Also stupid. Athlete worship is as bad or worse than celebrity worship. The obsession with and tribalism from professional sports has creates some of the most obnoxious bores in the world. All for a bunch of people kicking or throwing a ball around.
I did a lot of cheat development and always read the related forums.
Let me tell you that kernel anti-cheats are the funniest and ugliest pieces of software out there.
Almost ALL exhibit rootkit behaviour. Capture all OS events, dig through system and user directories, list all processes, fetch DNS and browser histories, block certain system calls, and more just to name a few. But hey! Their software (including drivers) are signed by Microsoft, so that’s alright :))
Funny part is that all those drivers are created by no other than ex-community members, under no advisory from system specialists or security experts. So guess what? Security vulnerabilities all around. Pretty much all their drivers are wide open and unsecure.
Nice fun having persistent, kernel-level, system-trusted exploits auto-installed on your system!
Oh, almost forgot, BattlEye has the ability to download custom bytecode from their servers and execute it. RCE baked right in. Good stuff.
So your frustration is more than reasonable..
EDIT: I will try to find the posts pointing to all vulns that I mentioned, and cite them.
As a person in the industry: Everything this person is saying is true.
We need a real solution to this honestly, it’s not enough to just kick up a fuss about game devs including anti-cheat and ever-more-invasive anti-cheat, but actually providing solutions people can use.
The economic incentives do not exist on consoles to cheat, so publishers are convinced that control of the platform is the problem.
As someone in the industry, would you mind weighing in on Vanguard, the kernel level anti-cheat used for Valorant?
On release they made a big deal about how small the kernel level portion is and how most of the complexity of the anti-cheat was still in user space. I'd be interested to hear how true that is and if that makes much of a difference in your mind how trustworthy it is.
I don’t have the code for that and it might require my studio to open a deal with vanguard to get access to the source.
Generally speaking though; the size of the components that run in the kernel is not important.

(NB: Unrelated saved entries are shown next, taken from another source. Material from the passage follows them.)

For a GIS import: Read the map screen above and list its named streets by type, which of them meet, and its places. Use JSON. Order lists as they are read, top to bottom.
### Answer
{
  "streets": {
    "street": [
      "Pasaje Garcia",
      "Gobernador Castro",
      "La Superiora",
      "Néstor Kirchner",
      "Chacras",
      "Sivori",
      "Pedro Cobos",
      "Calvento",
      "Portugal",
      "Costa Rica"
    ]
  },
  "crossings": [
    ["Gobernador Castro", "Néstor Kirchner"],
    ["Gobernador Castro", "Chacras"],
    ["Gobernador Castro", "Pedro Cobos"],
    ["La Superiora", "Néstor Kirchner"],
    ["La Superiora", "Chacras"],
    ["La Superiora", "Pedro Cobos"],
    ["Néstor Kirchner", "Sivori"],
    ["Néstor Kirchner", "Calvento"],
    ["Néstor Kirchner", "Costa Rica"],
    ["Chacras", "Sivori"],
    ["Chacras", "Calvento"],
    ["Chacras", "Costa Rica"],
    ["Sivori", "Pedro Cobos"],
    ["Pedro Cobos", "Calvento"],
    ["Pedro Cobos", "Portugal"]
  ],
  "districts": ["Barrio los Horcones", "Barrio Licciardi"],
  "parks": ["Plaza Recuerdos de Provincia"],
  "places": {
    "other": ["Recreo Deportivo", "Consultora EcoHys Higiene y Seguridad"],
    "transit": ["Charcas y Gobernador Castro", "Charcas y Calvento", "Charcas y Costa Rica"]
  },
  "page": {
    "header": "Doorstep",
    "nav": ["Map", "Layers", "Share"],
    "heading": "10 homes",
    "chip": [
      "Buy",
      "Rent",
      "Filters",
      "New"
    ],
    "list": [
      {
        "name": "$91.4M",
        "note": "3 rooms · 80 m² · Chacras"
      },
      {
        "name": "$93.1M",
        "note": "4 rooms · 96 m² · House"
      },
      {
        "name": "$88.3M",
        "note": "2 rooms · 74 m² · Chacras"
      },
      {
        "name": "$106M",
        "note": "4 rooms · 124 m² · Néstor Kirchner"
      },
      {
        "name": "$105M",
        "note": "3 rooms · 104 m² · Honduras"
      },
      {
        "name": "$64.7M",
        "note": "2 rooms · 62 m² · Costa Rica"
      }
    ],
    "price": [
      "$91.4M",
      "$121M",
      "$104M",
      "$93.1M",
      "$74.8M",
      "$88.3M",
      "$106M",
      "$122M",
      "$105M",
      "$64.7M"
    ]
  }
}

The kernel mode software can act as a window to the rest of the system.
This comment deserves a much more detailed response than I'm able to give at the moment, but I can give some very brief thoughts:
Let me say that I have been working in AAA online game development for more than 7 years now;
I have worked on games that had 10's of millions of players, and these were full fat $60 AAA games.
Cheating was the second[0] biggest issue of our games, it sucked the entire enjoyment out- getting ganked by a bunch of players shooting through walls is not fun.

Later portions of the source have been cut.